Despite it’s Northern, not to mention wintery inspiration, this version or carbonara gives the impression of being lighter than its traditional Roman cousin, and has a decisive, salty sweet flavour which I just adore. This would be wonderful with an ice cold glass of sparkling franciacorta brut, but I couldn’t have any wine because of the
horsepills antibiotics I’m on (I know, I’m whining again).
So here’s how you do it (serves 2):
One largish package of smoked salmon (depends how much you want to spoil yourself)
One clove of garlic
One knob of butter
Four medium eggs
One splash of milk (replace with cream if you feel really decadent)

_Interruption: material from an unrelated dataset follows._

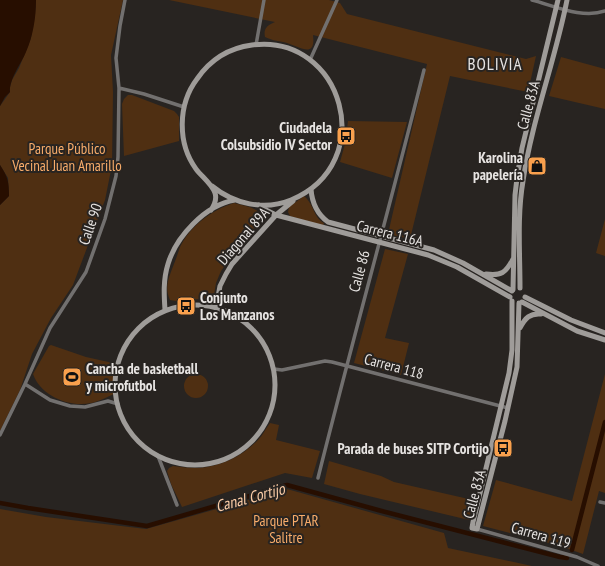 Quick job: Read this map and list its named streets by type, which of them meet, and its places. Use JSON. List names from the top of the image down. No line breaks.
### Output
{"streets":{"street":["Calle 83A","Calle 90","Carrera 116A","Diagonal 89A","Calle 86","Carrera 118","Carrera 119"]},"crossings":[["Calle 83A","Carrera 116A"],["Calle 83A","Carrera 118"],["Calle 83A","Carrera 119"],["Carrera 116A","Diagonal 89A"],["Carrera 116A","Calle 86"],["Calle 86","Carrera 118"]],"districts":["BOLIVIA"],"water":["Canal Cortijo"],"parks":["Parque Público Vecinal Juan Amarillo","Parque PTAR Salitre"],"places":{"bus stop":["Ciudadela Colsubsidio IV Sector","Conjunto Los Manzanos","Parada de buses SITP Cortijo"],"shop":["Karolina papelería"],"sports":["Cancha de basketball y microfutbol"]}} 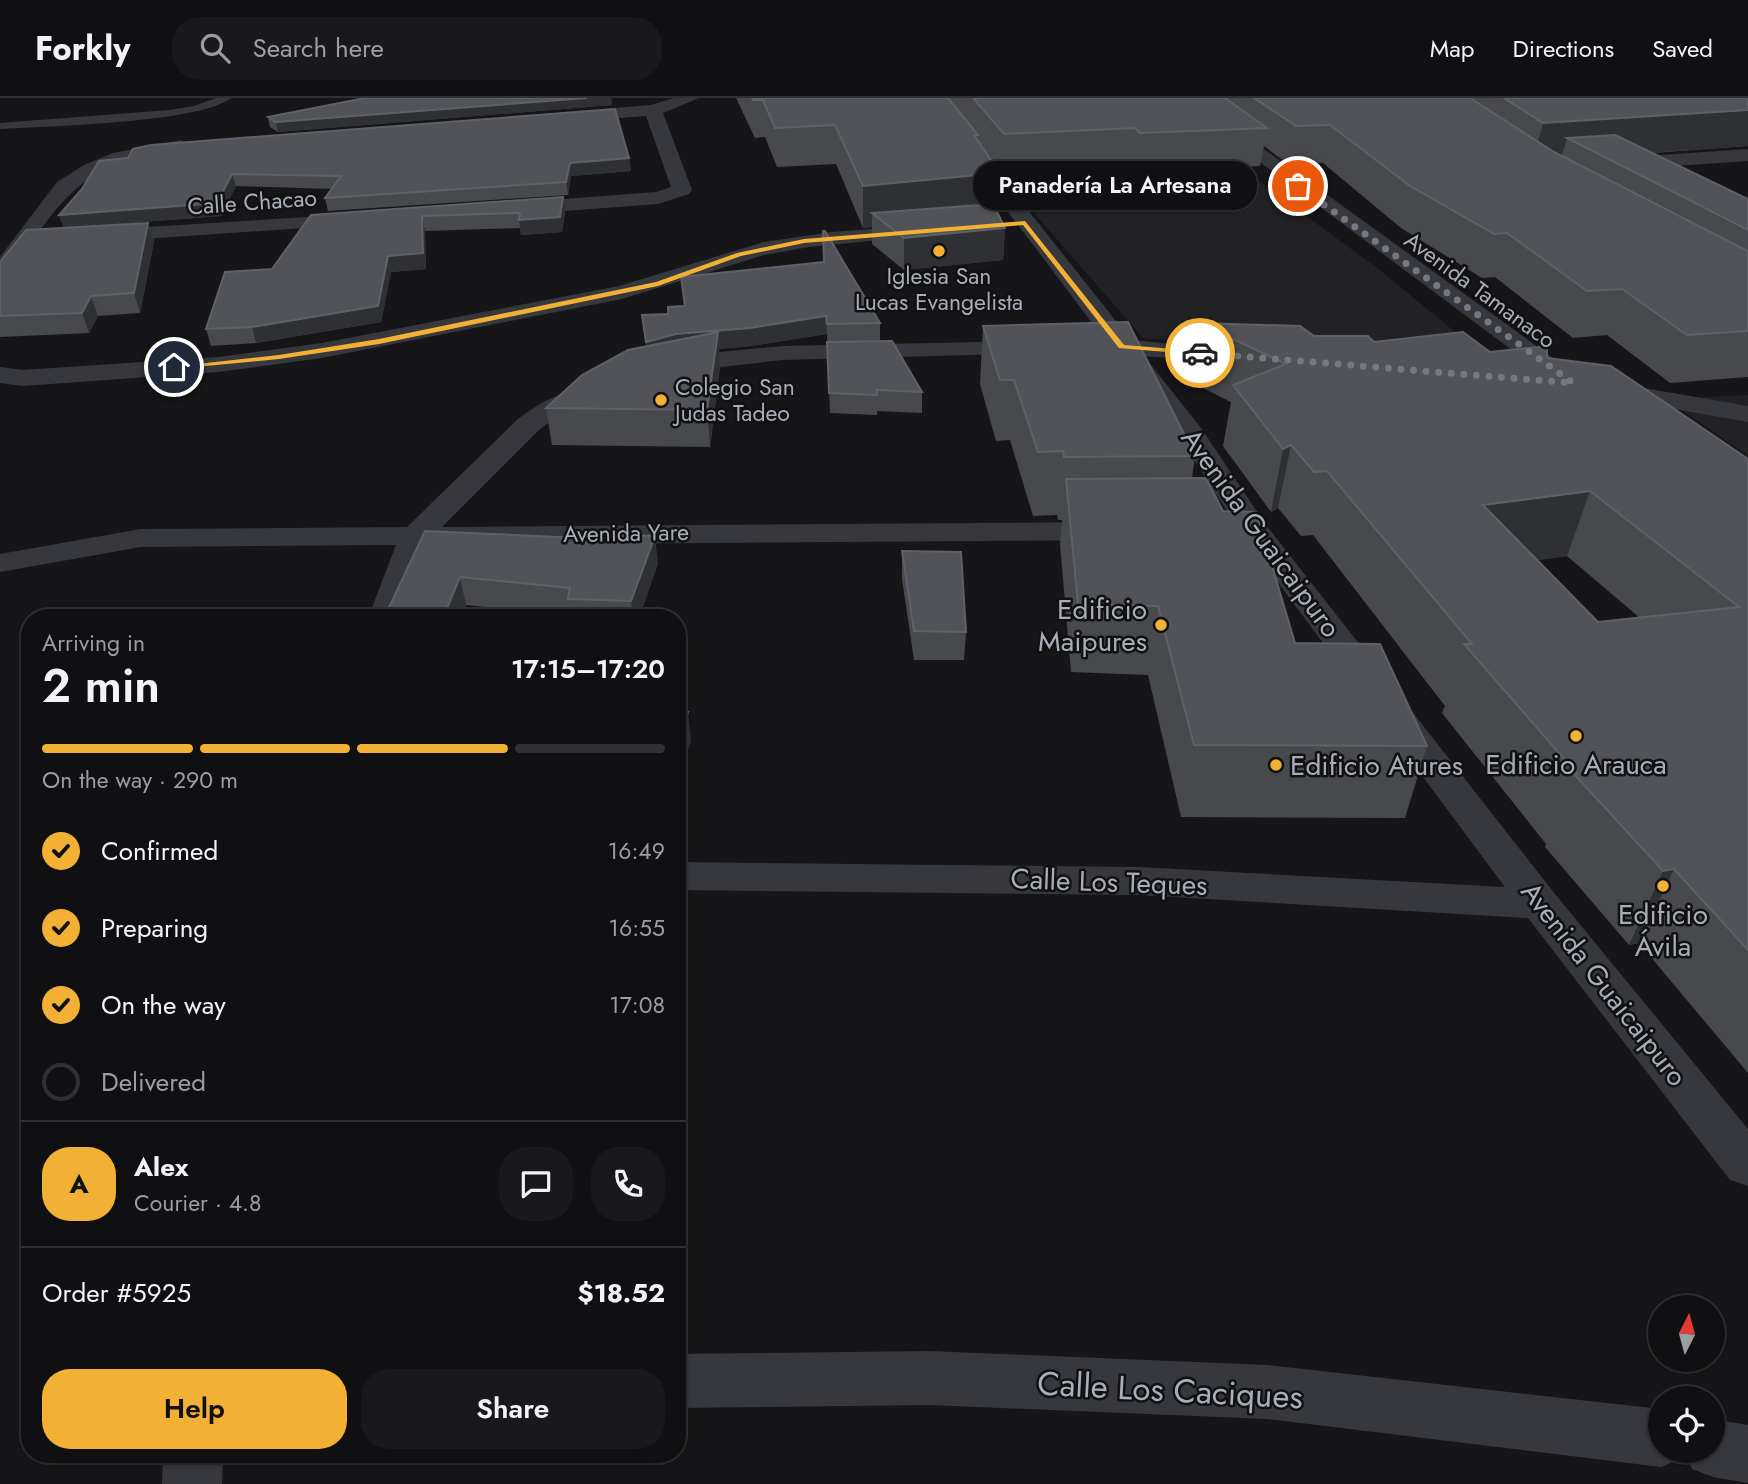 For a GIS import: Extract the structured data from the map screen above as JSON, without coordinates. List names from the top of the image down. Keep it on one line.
{"streets":{"street":["Calle Chacao","Avenida Tamanaco","Avenida Yare","Avenida Guaicaipuro","Calle Los Teques","Calle Los Caciques"]},"crossings":[["Avenida Guaicaipuro","Calle Los Teques"]],"places":["Panadería La Artesana","Iglesia San Lucas Evangelista","Colegio San Judas Tadeo","Edificio Maipures","Edificio Arauca","Edificio Atures","Edificio Ávila"],"north":"top","page":{"header":"Forkly","search":"Search here","nav":["Map","Directions","Saved"],"bubble":"Panadería La Artesana","heading":["2 min","Arriving in","17:15–17:20"],"panel":["Alex","Courier · 4.8","Order #5925","$18.52"],"bar":"On the way · 290 m","list":[["Confirmed","16:49"],["Preparing","16:55"],["On the way","17:08"],"Delivered"],"round":"A","buttons":["Help","Share"]}}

Six “nests” of tagliatelle
Salt and pepper to taste
1. Melt the butter in a large pan and add the garlic, crushed or finely chopped. Keep over a low heat until the garlic starts to soften, being careful not to burn the butter, then turn off the flame.

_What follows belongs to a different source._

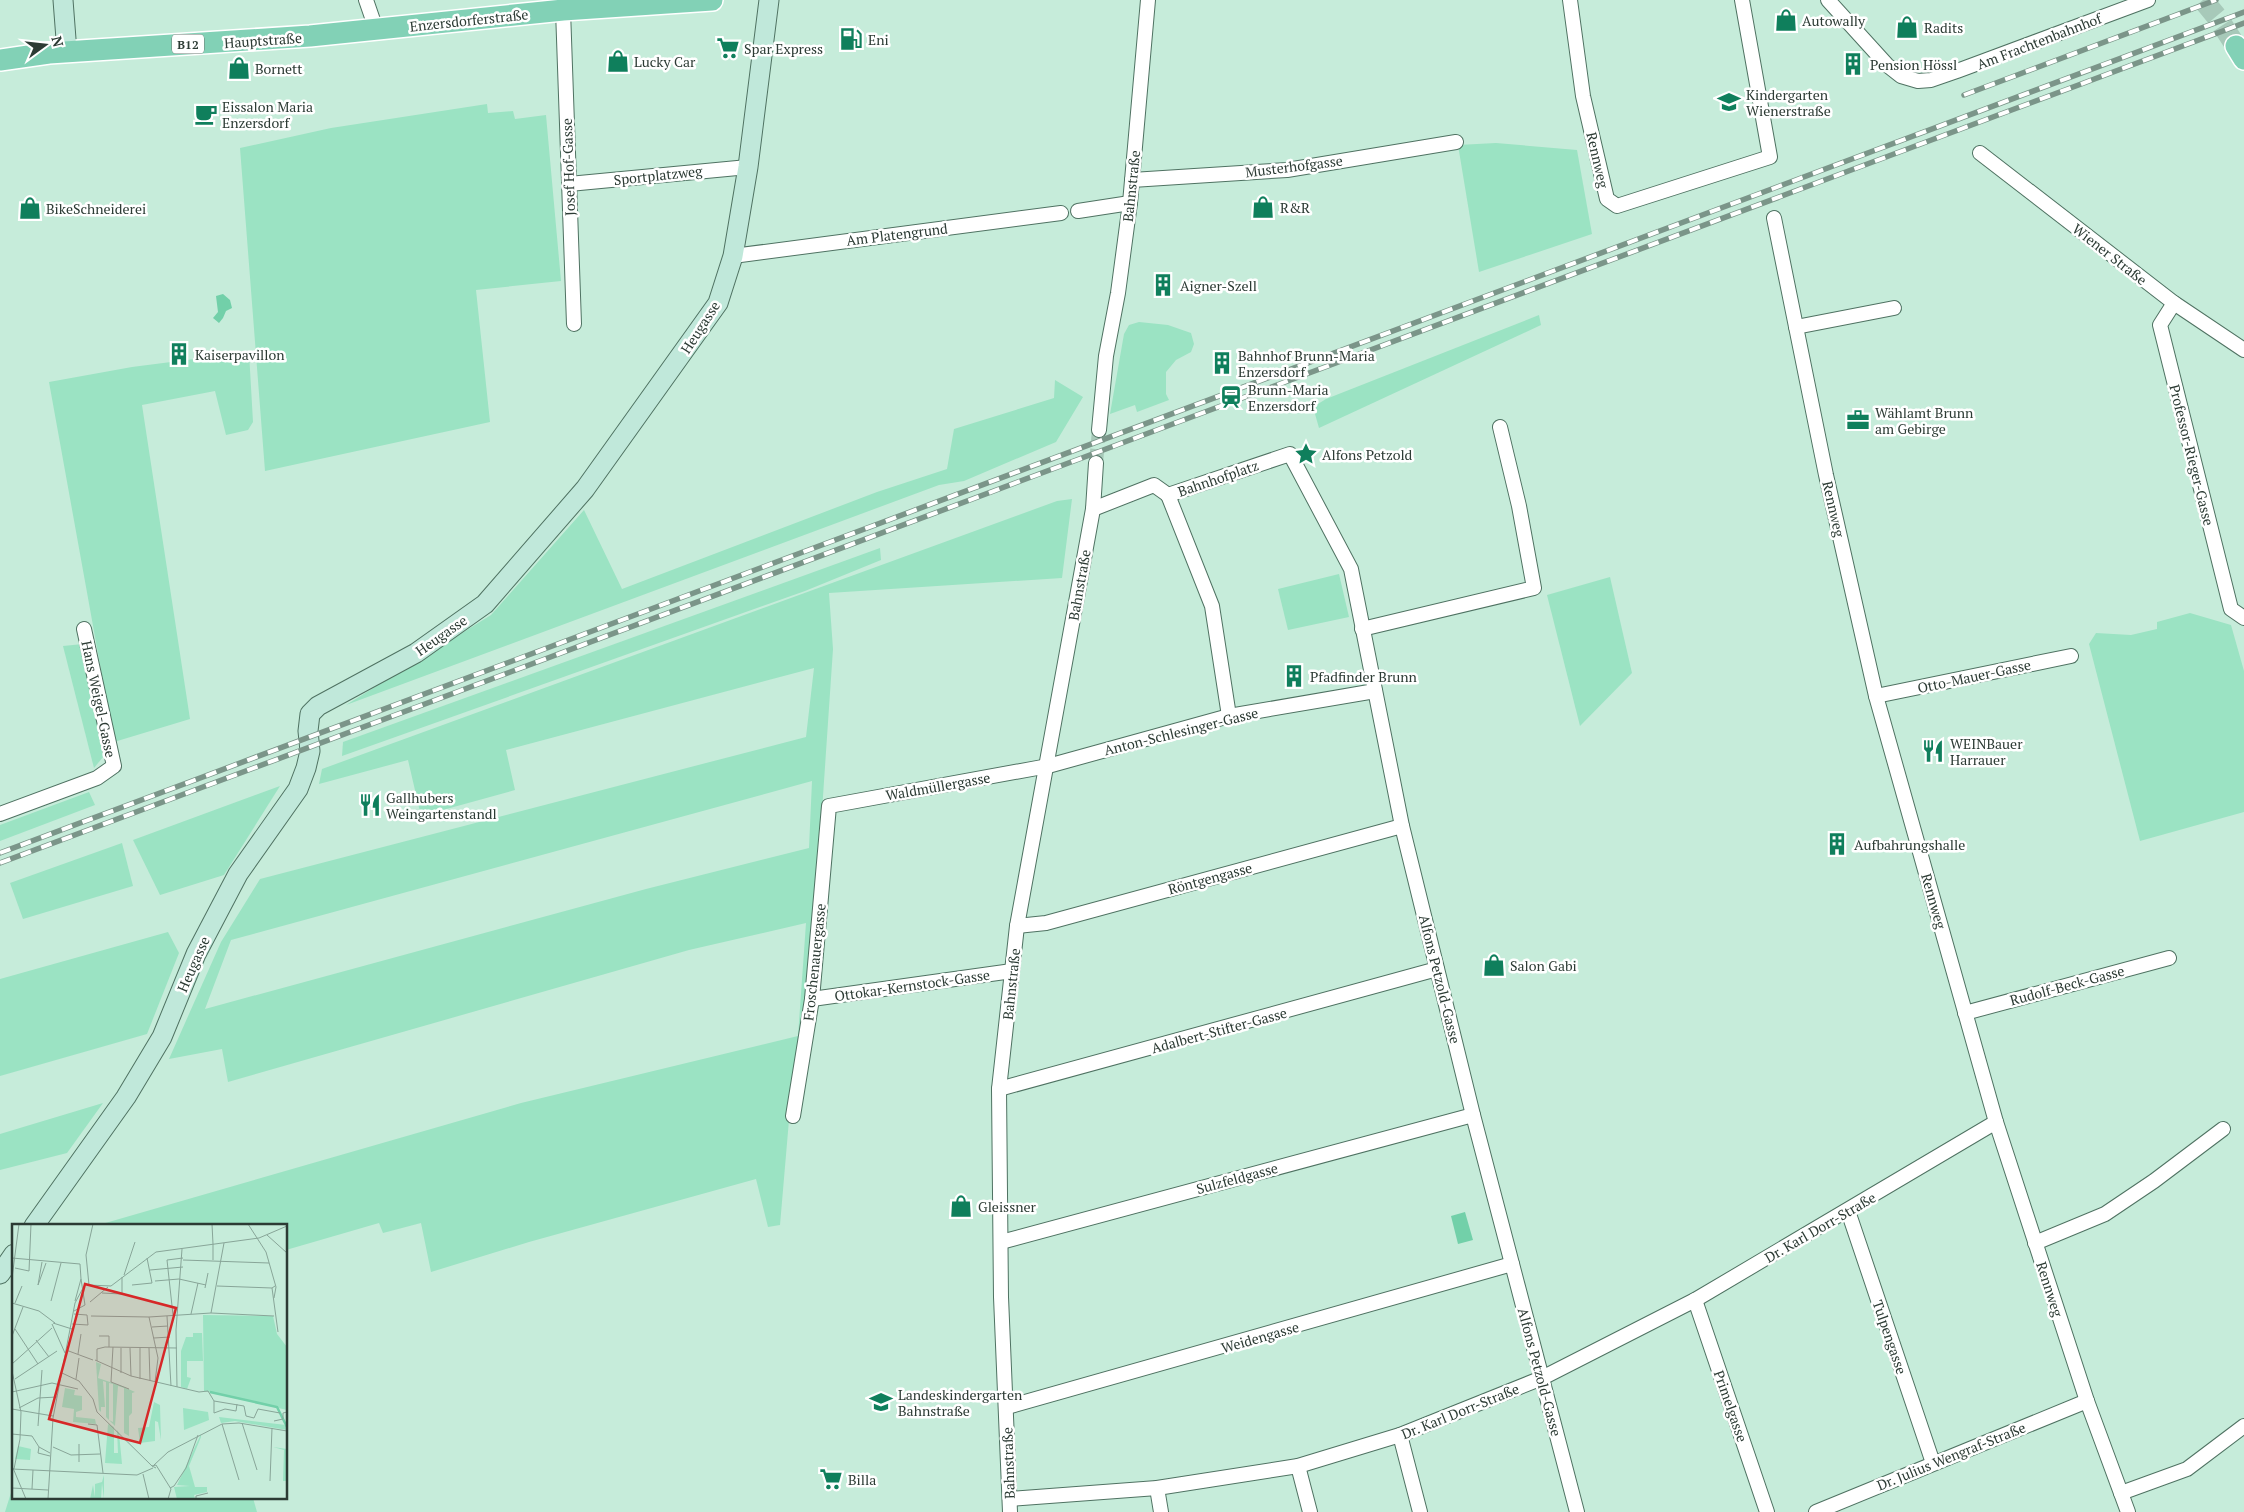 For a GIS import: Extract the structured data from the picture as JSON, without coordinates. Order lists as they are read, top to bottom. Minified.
{"streets":{"main road":["Enzersdorferstraße","Hauptstraße","B12"],"street":["Am Frachtenbahnhof","Rennweg","Musterhofgasse","Josef Hof-Gasse","Sportplatzweg","Bahnstraße","Am Platengrund","Wiener Straße","Heugasse","Professor-Rieger-Gasse","Bahnhofplatz","Otto-Mauer-Gasse","Hans Weigel-Gasse","Anton-Schlesinger-Gasse","Waldmüllergasse","Röntgengasse","Froschenauergasse","Alfons Petzold-Gasse","Ottokar-Kernstock-Gasse","Rudolf-Beck-Gasse","Adalbert-Stifter-Gasse","Sulzfeldgasse","Dr. Karl Dorr-Straße","Weidengasse","Tulpengasse","Primelgasse","Dr. Julius Wengraf-Straße"]},"crossings":[["Enzersdorferstraße","Hauptstraße"],["Enzersdorferstraße","Josef Hof-Gasse"],["Rennweg","Otto-Mauer-Gasse"],["Rennweg","Rudolf-Beck-Gasse"],["Rennweg","Dr. Karl Dorr-Straße"],["Rennweg","Dr. Julius Wengraf-Straße"],["Musterhofgasse","Bahnstraße"],["Josef Hof-Gasse","Sportplatzweg"],["Sportplatzweg","Heugasse"],["Bahnstraße","Bahnhofplatz"],["Bahnstraße","Anton-Schlesinger-Gasse"],["Bahnstraße","Waldmüllergasse"],["Bahnstraße","Röntgengasse"],["Bahnstraße","Ottokar-Kernstock-Gasse"],["Bahnstraße","Adalbert-Stifter-Gasse"],["Bahnstraße","Sulzfeldgasse"],["Bahnstraße","Dr. Karl Dorr-Straße"],["Bahnstraße","Weidengasse"],["Am Platengrund","Heugasse"],["Wiener Straße","Professor-Rieger-Gasse"],["Bahnhofplatz","Alfons Petzold-Gasse"],["Anton-Schlesinger-Gasse","Waldmüllergasse"],["Anton-Schlesinger-Gasse","Alfons Petzold-Gasse"],["Waldmüllergasse","Froschenauergasse"],["Röntgengasse","Alfons Petzold-Gasse"],["Froschenauergasse","Ottokar-Kernstock-Gasse"],["Alfons Petzold-Gasse","Adalbert-Stifter-Gasse"],["Alfons Petzold-Gasse","Sulzfeldgasse"],["Alfons Petzold-Gasse","Dr. Karl Dorr-Straße"],["Alfons Petzold-Gasse","Weidengasse"],["Dr. Karl Dorr-Straße","Tulpengasse"],["Dr. Karl Dorr-Straße","Primelgasse"],["Tulpengasse","Dr. Julius Wengraf-Straße"]],"places":{"shop":["Autowally","Radits","Lucky Car","Bornett","R&R","BikeSchneiderei","Salon Gabi","Gleissner"],"fuel station":["Eni"],"supermarket":["Spar Express","Billa"],"building":["Pension Hössl","Aigner-Szell","Kaiserpavillon","Bahnhof Brunn-Maria Enzersdorf","Pfadfinder Brunn","Aufbahrungshalle"],"school or university":["Kindergarten Wienerstraße","Landeskindergarten Bahnstraße"],"cafe":["Eissalon Maria Enzersdorf"],"station":["Brunn-Maria Enzersdorf"],"office":["Wählamt Brunn am Gebirge"],"place":["Alfons Petzold"],"restaurant":["WEINBauer Harrauer","Gallhubers Weingartenstandl"]},"north":"right"}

2. While you wait for the pasta water to boil, cut the salmon into short, thin strips and beat the eggs into a bowl with a splash of milk, a pinch of salt and couple of pinches of black pepper.
3. Once the pasta is cooking, throw the salmon into the pan with the butter and garlic and stir until the salmon is well coated. DO NOT HEAT.
4. Drain the pasta al dente and add to the pan. Pour the egg mixture on top and stir well until all of the pasta is coated. The egg mixture will already start to cook with the heat from the pasta and should start to become opaque almost immediately.
5. Place the mixture over a medium flame, stirring vigourously to ensure that the egg remains a covering for the pasta rather than scrambling seperately in the pan. the key to this is patience – it will take a while but it is worth it.
5. Serve! Preferably with franciacorta brut or some other dry sparkling wine… but you can’t have everything, I suppose…
NB: I would definitely advise Scottish salmon. Yes I am biased but it has a more decisive flavour than the Norwegian and is less oily than the Canadian (these are great too, don’t get me wrong, I just prefer the Scottish varieties).